E todos esses problemas de base do pensamento jurídico geram problemas na aplicação do Direito: (i) um juiz já disse que o réu tinha conduta social reprovável, “apesar de se tratar de uma pessoa da classe média”[15]; (ii) ou que o acusado tinha personalidade distorcida ou perigosa[16] (incrível como algumas sessões de audiência são melhores para chegar a essa conclusão do que várias sessões de análise e psicoterapia); (iii) olhando em direção ao futuro, no horizonte que se abre, a iminência da inteligência artificial para a produção de decisões judiciais aproxima os tribunais do tão almejado fordismo na solução dos processos — atacamos sempre os efeitos colaterais dos desarranjos do Brasil, afinal bater as metas do CNJ é sinônimo de paz social, certo? Não sou um cético de inovações tecnológicas que venham para o bem do Direito, mas fico imaginando como que um robô “inteligente” será capaz de automatizar decisões corretas se até hoje não entendemos bem o que é uma decisão correta[17] — em meio a jargões como “Dworkin era um relativista” ou “Kelsen era um exegeta”, quero ver a máquina separar o joio do trigo.

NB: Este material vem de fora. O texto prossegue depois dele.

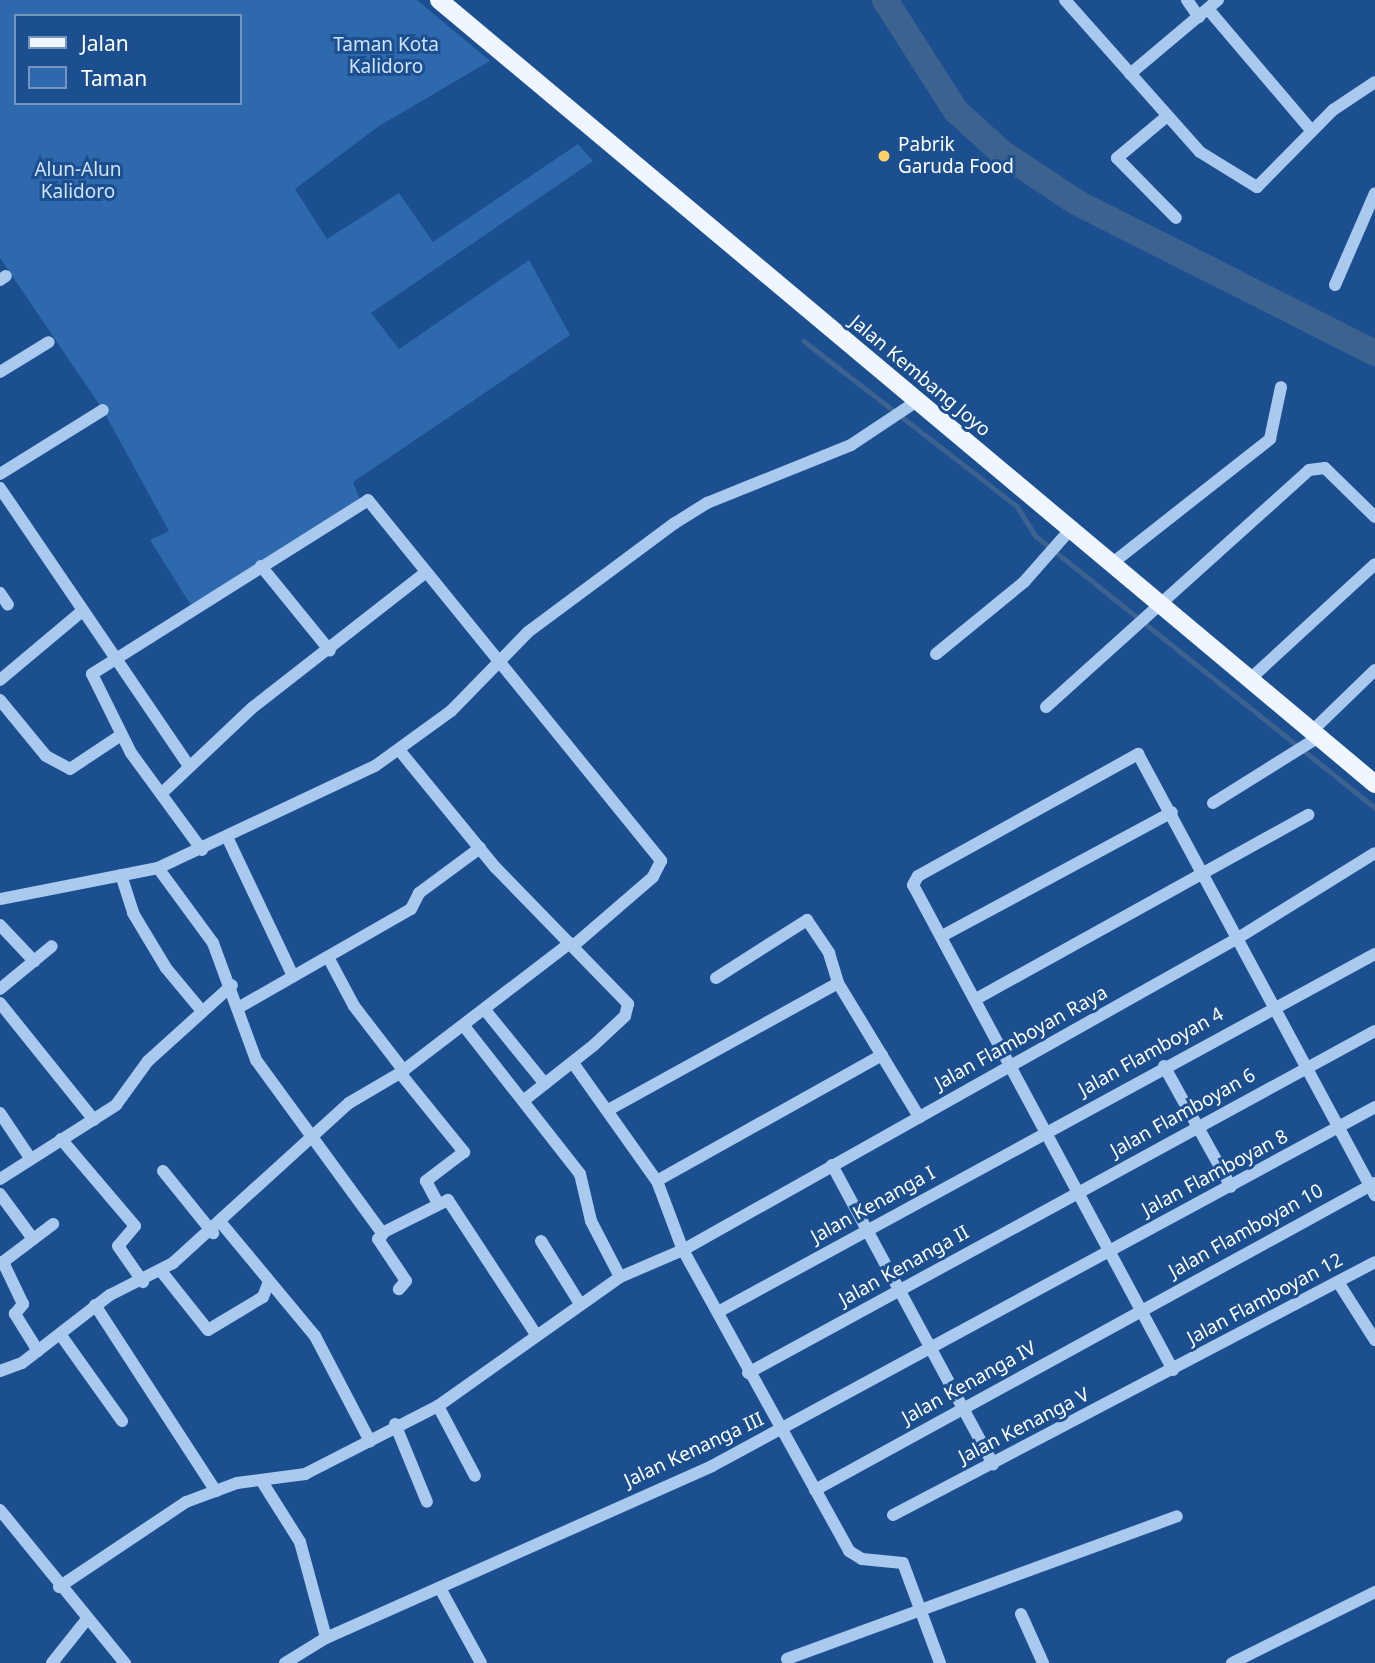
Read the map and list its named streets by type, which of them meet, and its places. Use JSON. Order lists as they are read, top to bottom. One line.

O momento presente revigora debates que devem pautar a comunidade jurídica. Podemos ter os melhores e mais eficientes métodos de baixar pilhas de processos, escrever petições esquematizadas e desenhar gráficos estatísticos, mas isso nem de longe rompe com o pano de fundo em que está assentado o modelo de Direito que ainda predomina. E a mudança certamente será encontrada a partir da compreensão intersubjetiva pressuposta em um ambiente democrático. A transformação do paradigma atual exige diálogo e responsabilidade dos lidadores do Direito. George Floyd não foi assassinado no Brasil, mas, do modo como as coisas andam, poderia ter tido aqui o mesmo destino. Enquanto isso, a Constituição continua como bonitas folhas de papel, contendo as eternas promessas a serem concretizadas no desigual país tupiniquim.

Guilherme de Oliveira Zanchet é mestrando em Direito Público pela Universidade do Vale do Rio dos Sinos (Unisinos) e membro do Dasein – Núcleo de Estudos Hermenêuticos.